Institute of Computational Science and Technology, Guangzhou University, Guangzhou, People's Republic of China.
Department of Information Engineering, Wenzhou Vocational College of Science and Technology, Wenzhou, People's Republic of China.
IET Syst Biol. 2018 Dec;12(6):273-278. doi: 10.1049/iet-syb.2018.5025.
MicroRNAs (miRNAs) are a class of small endogenous non-coding genes that play important roles in post-transcriptional regulation as well as other important biological processes. Accumulating evidence indicated that miRNAs were extensively involved in the pathology of cancer. However, determining which miRNAs are related to a specific cancer is problematic because one miRNA may target multiple genes and one gene may be targeted by multiple miRNAs. The authors proposed a new approach, named miR_SubPath, to identify cancer-associated miRNAs by three steps. The targeted genes were determined based on differentially expressed genes in significant dysfunctional subpathways.
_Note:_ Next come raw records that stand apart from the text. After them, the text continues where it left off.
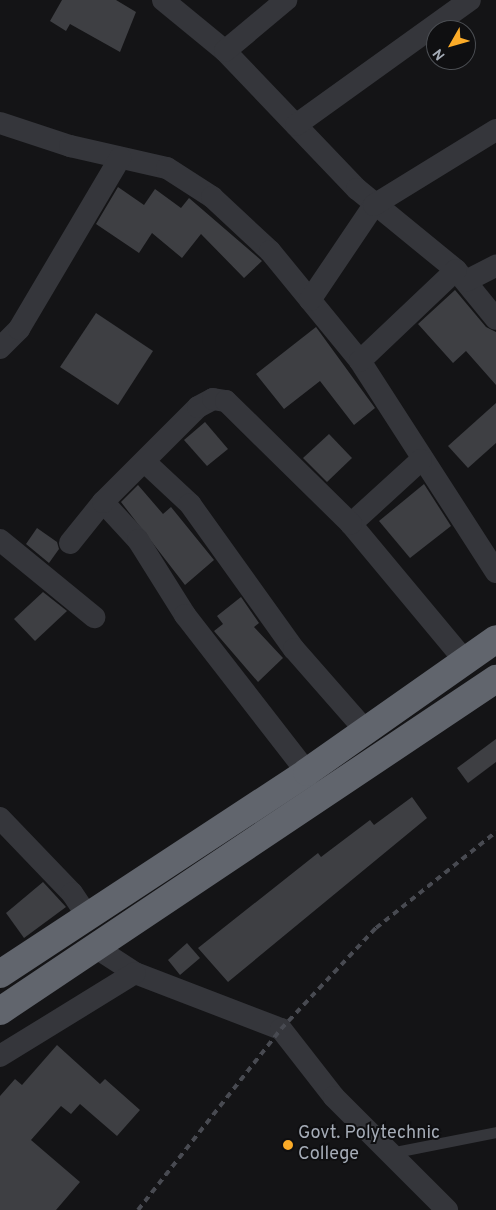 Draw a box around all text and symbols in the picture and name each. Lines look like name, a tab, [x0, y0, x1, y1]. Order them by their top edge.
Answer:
north arrow	[426, 20, 476, 70]
text: N	[430, 45, 449, 63]
place label: Govt. Polytechnic College	[298, 1124, 440, 1166]
marker: Govt. Polytechnic College	[282, 1139, 294, 1151]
Then the candidate miRNAs were determined according to miRNA-genes associations. Finally, these candidate miRNAs were ranked based on their relations with some seed miRNAs in a functional similarity network. Results on real-world datasets showed that the proposed miR_SubPath method was more robust and could identify more cancer-related miRNAs than a prior approach, miR_Path, miR_Clust and Zhang's method.
微小 RNA(miRNAs)是一类小型内源性非编码基因,在转录后调控以及其他重要的生物学过程中发挥重要作用。越来越多的证据表明,miRNAs 广泛参与癌症的病理过程。然而,确定哪些 miRNAs 与特定的癌症有关是一个问题,因为一个 miRNA 可能靶向多个基因,一个基因可能被多个 miRNAs 靶向。作者提出了一种新的方法,名为 miR_SubPath,通过三个步骤来识别与癌症相关的 miRNAs。根据显著功能失调子路径中的差异表达基因来确定靶向基因。然后根据 miRNA-genes 关联来确定候选 miRNAs。最后,根据它们与功能相似网络中某些种子 miRNAs 的关系对这些候选 miRNAs 进行排序。在真实数据集上的结果表明,所提出的 miR_SubPath 方法比以前的方法 miR_Path、miR_Clust 和 Zhang 的方法更稳健,并且可以识别更多与癌症相关的 miRNAs。